Boucher c. Blake, Cassels & Graydon | 2025 QCCS 1528 |
COUR SUPÉRIEURE
CANADA
PROVINCE DE QUÉBEC
DISTRICT DE MONTRÉAL
Nº : 500-17-131631-247
DATE : 8 mai 2025
SOUS LA PRÉSIDENCE DE L’HONORABLE IAN DEMERS, J.C.S.
BERNARD BOUCHER
Demandeur
c.
BLAKE, CASSELS & GRAYDON, LLP
Défenderesse
JUGEMENT (nº
7)
SURVOL
- L’arbitrage joue un rôle important en droit québécois. Dans la plupart des matières, il a préséance sur le système judiciaire lorsque les parties ont conclu d’y recourir en vertu d’une convention d’arbitrage valide.
- Pendant plus de 20 ans, Me Bernard Boucher a été associé du cabinet d’avocats Blake, Cassels & Graydon, LLP. Leur relation était et est toujours régie par un contrat de société qui prévoit qu’en cas de différend quant à sa validité, son interprétation ou son application, les parties recourraient obligatoirement à l’arbitrage.

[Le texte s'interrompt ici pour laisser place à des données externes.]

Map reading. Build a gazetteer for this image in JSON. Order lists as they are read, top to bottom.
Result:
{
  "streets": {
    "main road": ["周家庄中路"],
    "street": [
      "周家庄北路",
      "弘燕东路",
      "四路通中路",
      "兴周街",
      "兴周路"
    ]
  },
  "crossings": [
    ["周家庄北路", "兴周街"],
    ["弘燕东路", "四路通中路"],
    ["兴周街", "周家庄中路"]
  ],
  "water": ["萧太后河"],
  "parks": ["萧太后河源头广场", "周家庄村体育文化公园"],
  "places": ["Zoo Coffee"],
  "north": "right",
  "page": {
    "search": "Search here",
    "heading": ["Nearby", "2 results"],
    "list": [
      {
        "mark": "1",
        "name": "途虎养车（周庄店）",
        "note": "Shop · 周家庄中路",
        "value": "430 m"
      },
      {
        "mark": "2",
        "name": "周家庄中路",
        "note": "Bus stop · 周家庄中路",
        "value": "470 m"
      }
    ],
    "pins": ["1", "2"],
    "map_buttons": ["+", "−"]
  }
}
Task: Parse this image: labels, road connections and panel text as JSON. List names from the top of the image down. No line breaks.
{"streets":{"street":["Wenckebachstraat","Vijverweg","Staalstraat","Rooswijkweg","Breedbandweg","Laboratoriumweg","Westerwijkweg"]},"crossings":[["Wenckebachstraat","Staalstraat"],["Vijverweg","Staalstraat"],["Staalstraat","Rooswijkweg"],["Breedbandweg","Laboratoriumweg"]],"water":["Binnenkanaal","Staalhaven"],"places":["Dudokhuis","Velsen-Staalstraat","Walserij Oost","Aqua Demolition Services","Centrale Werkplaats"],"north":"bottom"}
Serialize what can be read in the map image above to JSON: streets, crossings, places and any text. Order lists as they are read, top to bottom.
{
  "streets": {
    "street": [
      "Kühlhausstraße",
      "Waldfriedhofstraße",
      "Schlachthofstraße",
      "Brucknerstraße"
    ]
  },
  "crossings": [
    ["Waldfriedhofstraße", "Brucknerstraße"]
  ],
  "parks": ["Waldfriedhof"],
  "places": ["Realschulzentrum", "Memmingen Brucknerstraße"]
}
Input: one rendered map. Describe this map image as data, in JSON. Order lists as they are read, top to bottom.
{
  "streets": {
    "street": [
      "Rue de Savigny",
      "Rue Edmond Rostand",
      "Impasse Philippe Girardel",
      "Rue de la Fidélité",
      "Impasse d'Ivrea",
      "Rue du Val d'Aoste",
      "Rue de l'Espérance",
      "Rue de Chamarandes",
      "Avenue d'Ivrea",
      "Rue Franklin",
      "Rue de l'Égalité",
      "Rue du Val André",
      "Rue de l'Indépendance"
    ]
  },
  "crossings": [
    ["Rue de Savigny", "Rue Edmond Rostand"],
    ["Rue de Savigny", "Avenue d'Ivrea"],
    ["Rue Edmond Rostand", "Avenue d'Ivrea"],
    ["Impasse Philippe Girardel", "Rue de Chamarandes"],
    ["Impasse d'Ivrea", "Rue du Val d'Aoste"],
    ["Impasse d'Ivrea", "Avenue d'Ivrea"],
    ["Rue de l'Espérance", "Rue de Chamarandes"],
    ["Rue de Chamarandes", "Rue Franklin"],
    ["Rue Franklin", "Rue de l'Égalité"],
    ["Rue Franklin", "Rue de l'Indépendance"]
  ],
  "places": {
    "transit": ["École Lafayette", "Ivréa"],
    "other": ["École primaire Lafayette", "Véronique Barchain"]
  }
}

- Au cours de l’année dernière, Me Boucher a annoncé qu’il prendrait sa retraite et qu’il se joindrait au cabinet pour lequel il travaille actuellement. Il a demandé à Blakes de lui verser l’allocation de retraite prévue par le contrat de société. Au motif que Me Boucher se joignait à un cabinet qui le concurrençait directement, un motif prévu par le contrat de société, Blakes a refusé. Plutôt que de se prévaloir de l’arbitrage, Me Boucher a déposé une demande introductive d’instance à la Cour supérieure. En réponse, Blakes demande que l’affaire soit renvoyée à l’arbitre que les parties ont désigné ultérieurement.
- La demande de Blakes sera accueillie. Le Tribunal est tenu de donner effet à une clause d’arbitrage parfaite même si le différend porte sur des questions de fond purement juridiques. La validité de la clause invoquée par Blakes pour refuser de verser l’allocation de retraite devra être tranchée par l’arbitre même si, comme le plaide Me Boucher, il s’agit uniquement d’une question de droit dont l’issue est inévitable.
- La demande de Blakes soulève les questions en litige suivantes :
- Quel critère régit une demande de renvoi à l’arbitrage?
- La clause de non-concurrence du contrat de société est-elle arbitrable?
1. Quel critère régit une demande de renvoi à l’arbitrage?
- Le renvoi est approprié si la demande introductive d’instance a été déposée devant un tribunal autre que celui qui a compétence[1]. Selon certaines modalités qui n’ont pas d’incidence sur la présente affaire, la même règle s’applique lorsque les parties ont conclu une convention d’arbitrage.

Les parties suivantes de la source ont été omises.